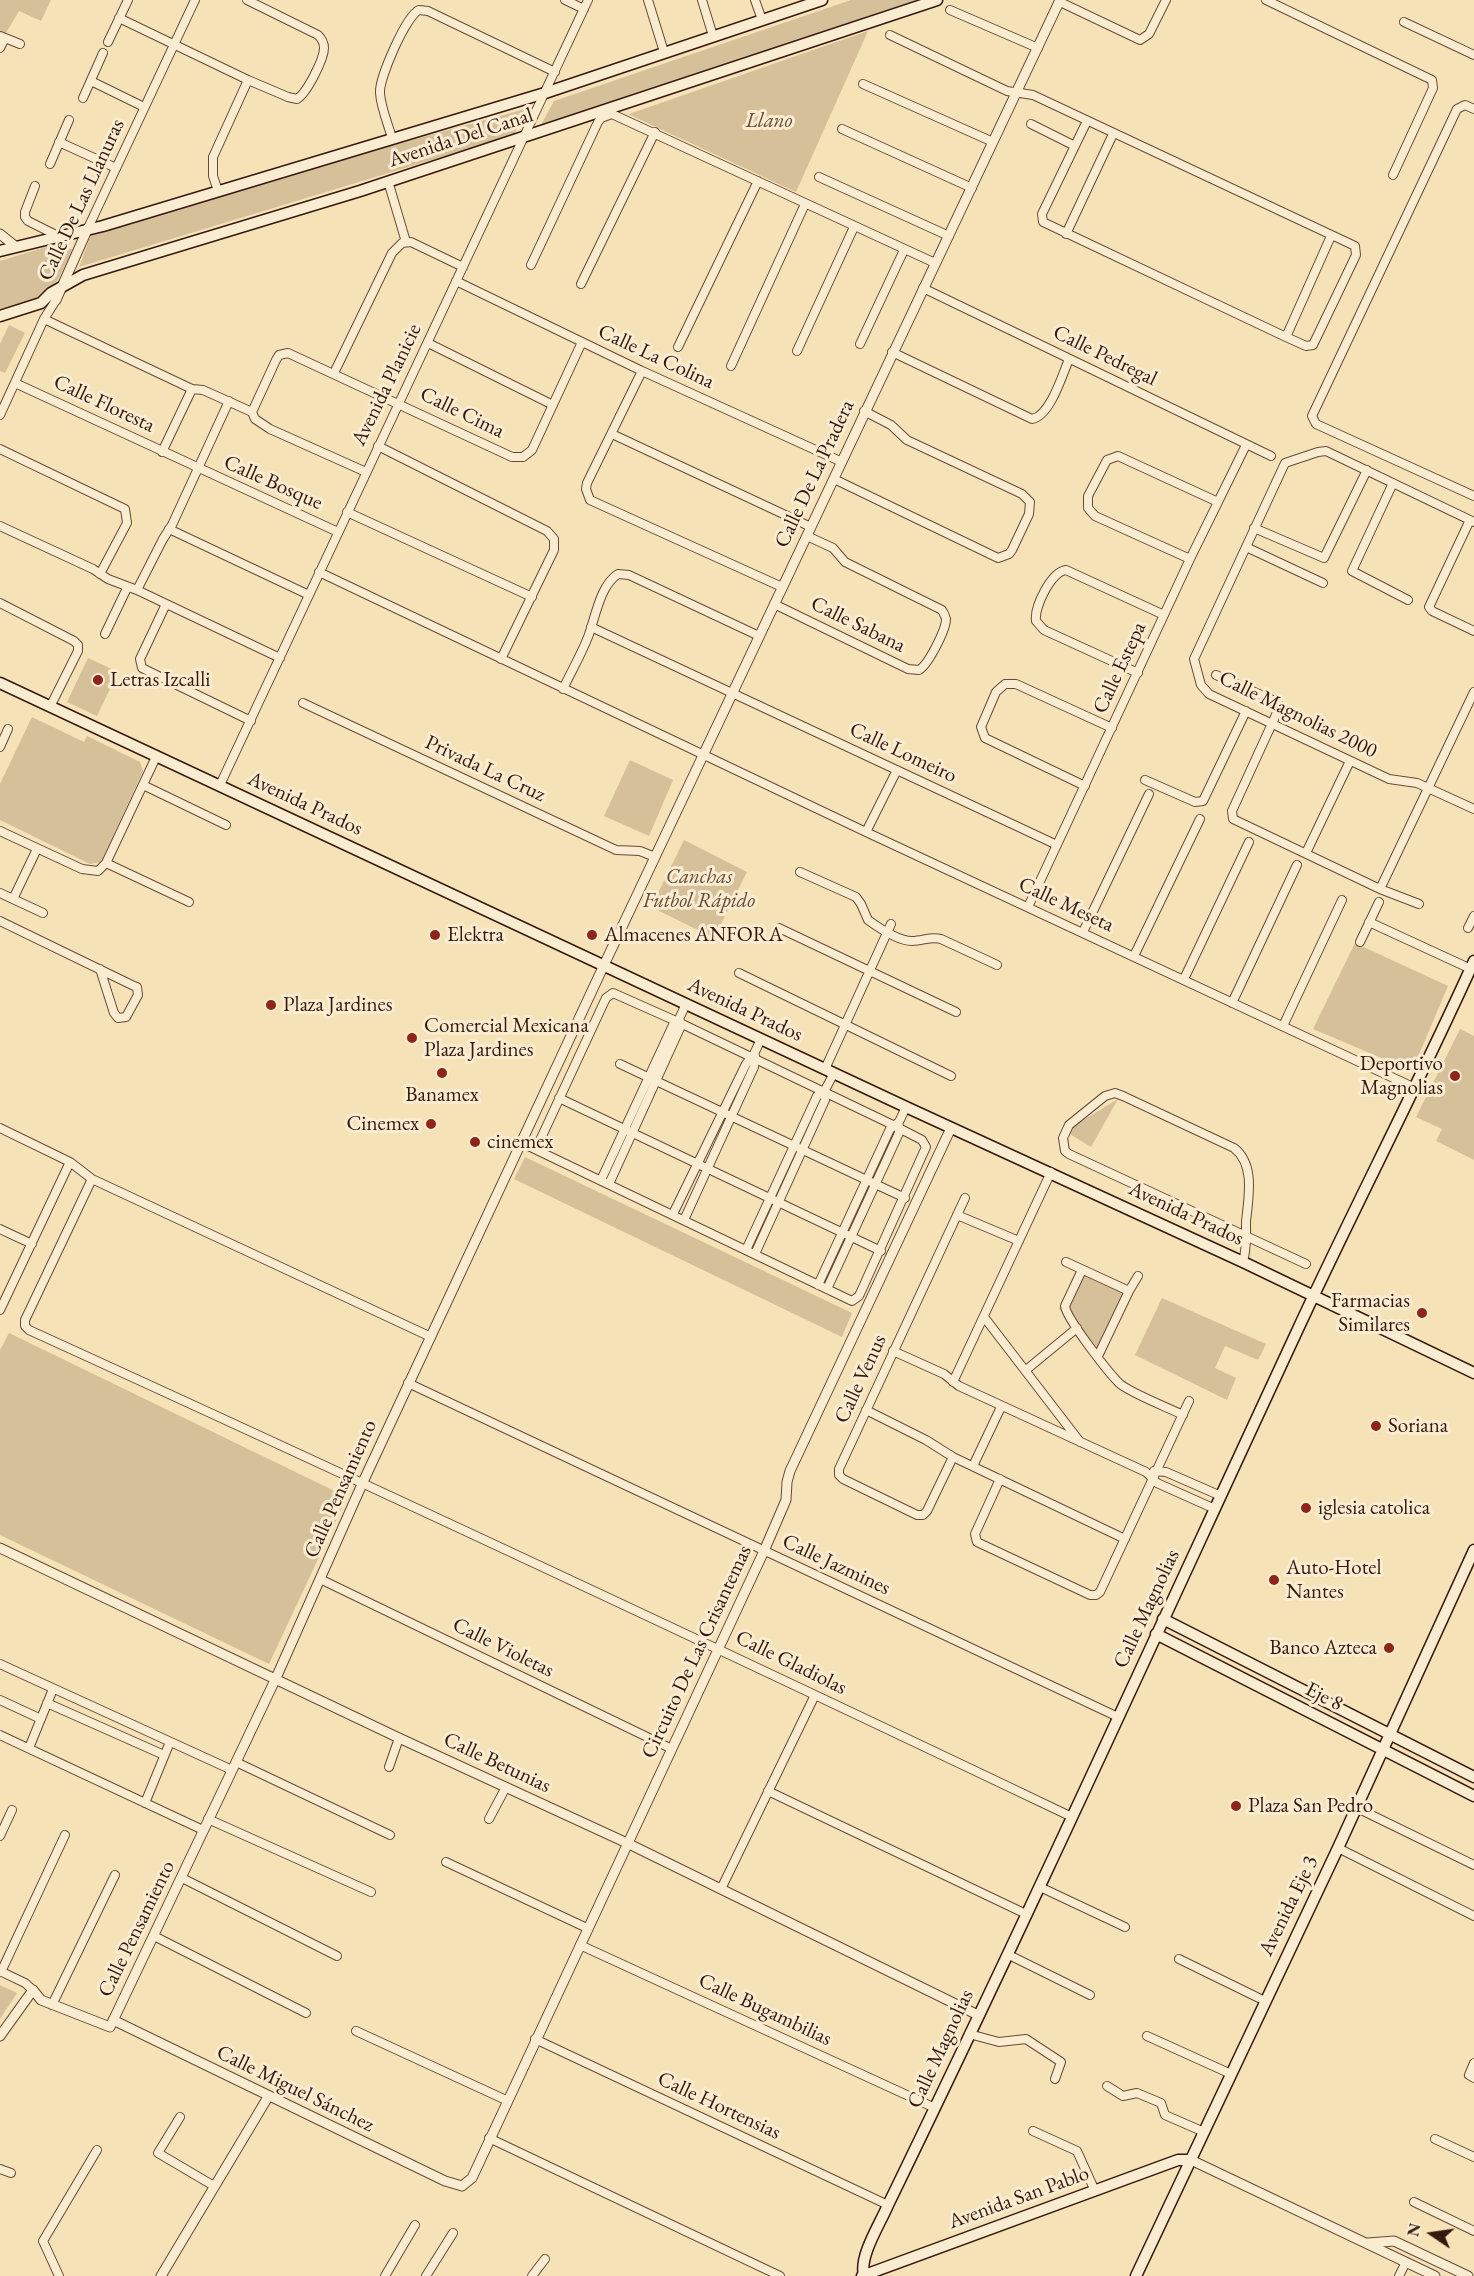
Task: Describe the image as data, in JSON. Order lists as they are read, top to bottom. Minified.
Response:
{"streets":{"main road":["Avenida Del Canal","Avenida Prados","Calle Magnolias","Eje 8","Avenida Eje 3","Avenida San Pablo"],"street":["Calle De Las Llanuras","Calle Pedregal","Calle La Colina","Avenida Planicie","Calle Floresta","Calle Cima","Calle De La Pradera","Calle Bosque","Calle Sabana","Calle Estepa","Calle Magnolias 2000","Calle Lomeiro","Privada La Cruz","Calle Meseta","Calle Venus","Calle Pensamiento","Calle Jazmines","Calle Violetas","Circuito De Las Crisantemas","Calle Gladiolas","Calle Betunias","Calle Bugambilias","Calle Miguel Sánchez","Calle Hortensias"]},"crossings":[["Avenida Del Canal","Calle De Las Llanuras"],["Avenida Del Canal","Avenida Planicie"],["Calle De Las Llanuras","Calle Floresta"],["Calle Pedregal","Calle De La Pradera"],["Calle Pedregal","Calle Estepa"],["Calle La Colina","Avenida Planicie"],["Calle La Colina","Calle De La Pradera"],["Avenida Planicie","Calle Cima"],["Avenida Planicie","Calle Bosque"],["Avenida Planicie","Avenida Prados"],["Avenida Planicie","Calle Meseta"],["Calle De La Pradera","Calle Sabana"],["Calle De La Pradera","Calle Lomeiro"],["Calle De La Pradera","Privada La Cruz"],["Calle De La Pradera","Avenida Prados"],["Calle De La Pradera","Calle Meseta"],["Calle De La Pradera","Calle Pensamiento"],["Calle Estepa","Calle Lomeiro"],["Calle Estepa","Calle Meseta"],["Avenida Prados","Calle Pensamiento"],["Avenida Prados","Calle Magnolias"],["Avenida Prados","Circuito De Las Crisantemas"],["Calle Meseta","Calle Magnolias"],["Calle Pensamiento","Calle Jazmines"],["Calle Pensamiento","Calle Violetas"],["Calle Pensamiento","Calle Gladiolas"],["Calle Pensamiento","Calle Betunias"],["Calle Pensamiento","Calle Miguel Sánchez"],["Calle Jazmines","Calle Magnolias"],["Calle Jazmines","Circuito De Las Crisantemas"],["Calle Magnolias","Calle Gladiolas"],["Calle Magnolias","Eje 8"],["Calle Magnolias","Calle Betunias"],["Calle Magnolias","Calle Bugambilias"],["Calle Magnolias","Calle Hortensias"],["Calle Magnolias","Avenida San Pablo"],["Calle Violetas","Circuito De Las Crisantemas"],["Circuito De Las Crisantemas","Calle Gladiolas"],["Circuito De Las Crisantemas","Calle Betunias"],["Circuito De Las Crisantemas","Calle Bugambilias"],["Circuito De Las Crisantemas","Calle Miguel Sánchez"],["Circuito De Las Crisantemas","Calle Hortensias"],["Eje 8","Avenida Eje 3"],["Avenida Eje 3","Avenida San Pablo"]],"parks":["Llano","Canchas Futbol Rápido"],"places":["Letras Izcalli","Elektra","Almacenes ANFORA","Plaza Jardines","Comercial Mexicana Plaza Jardines","Banamex","Deportivo Magnolias","Cinemex","cinemex","Farmacias Similares","Soriana","iglesia catolica","Auto-Hotel Nantes","Banco Azteca","Plaza San Pedro"],"north":"left"}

**WHAT TO WORK ON**
The listing above must be restated word for word. Its pictures are to be left out.

**EXERCISE RESULT**
Task: Describe the image as data, in JSON. Order lists as they are read, top to bottom. Minified.
Response:
{"streets":{"main road":["Avenida Del Canal","Avenida Prados","Calle Magnolias","Eje 8","Avenida Eje 3","Avenida San Pablo"],"street":["Calle De Las Llanuras","Calle Pedregal","Calle La Colina","Avenida Planicie","Calle Floresta","Calle Cima","Calle De La Pradera","Calle Bosque","Calle Sabana","Calle Estepa","Calle Magnolias 2000","Calle Lomeiro","Privada La Cruz","Calle Meseta","Calle Venus","Calle Pensamiento","Calle Jazmines","Calle Violetas","Circuito De Las Crisantemas","Calle Gladiolas","Calle Betunias","Calle Bugambilias","Calle Miguel Sánchez","Calle Hortensias"]},"crossings":[["Avenida Del Canal","Calle De Las Llanuras"],["Avenida Del Canal","Avenida Planicie"],["Calle De Las Llanuras","Calle Floresta"],["Calle Pedregal","Calle De La Pradera"],["Calle Pedregal","Calle Estepa"],["Calle La Colina","Avenida Planicie"],["Calle La Colina","Calle De La Pradera"],["Avenida Planicie","Calle Cima"],["Avenida Planicie","Calle Bosque"],["Avenida Planicie","Avenida Prados"],["Avenida Planicie","Calle Meseta"],["Calle De La Pradera","Calle Sabana"],["Calle De La Pradera","Calle Lomeiro"],["Calle De La Pradera","Privada La Cruz"],["Calle De La Pradera","Avenida Prados"],["Calle De La Pradera","Calle Meseta"],["Calle De La Pradera","Calle Pensamiento"],["Calle Estepa","Calle Lomeiro"],["Calle Estepa","Calle Meseta"],["Avenida Prados","Calle Pensamiento"],["Avenida Prados","Calle Magnolias"],["Avenida Prados","Circuito De Las Crisantemas"],["Calle Meseta","Calle Magnolias"],["Calle Pensamiento","Calle Jazmines"],["Calle Pensamiento","Calle Violetas"],["Calle Pensamiento","Calle Gladiolas"],["Calle Pensamiento","Calle Betunias"],["Calle Pensamiento","Calle Miguel Sánchez"],["Calle Jazmines","Calle Magnolias"],["Calle Jazmines","Circuito De Las Crisantemas"],["Calle Magnolias","Calle Gladiolas"],["Calle Magnolias","Eje 8"],["Calle Magnolias","Calle Betunias"],["Calle Magnolias","Calle Bugambilias"],["Calle Magnolias","Calle Hortensias"],["Calle Magnolias","Avenida San Pablo"],["Calle Violetas","Circuito De Las Crisantemas"],["Circuito De Las Crisantemas","Calle Gladiolas"],["Circuito De Las Crisantemas","Calle Betunias"],["Circuito De Las Crisantemas","Calle Bugambilias"],["Circuito De Las Crisantemas","Calle Miguel Sánchez"],["Circuito De Las Crisantemas","Calle Hortensias"],["Eje 8","Avenida Eje 3"],["Avenida Eje 3","Avenida San Pablo"]],"parks":["Llano","Canchas Futbol Rápido"],"places":["Letras Izcalli","Elektra","Almacenes ANFORA","Plaza Jardines","Comercial Mexicana Plaza Jardines","Banamex","Deportivo Magnolias","Cinemex","cinemex","Farmacias Similares","Soriana","iglesia catolica","Auto-Hotel Nantes","Banco Azteca","Plaza San Pedro"],"north":"left"}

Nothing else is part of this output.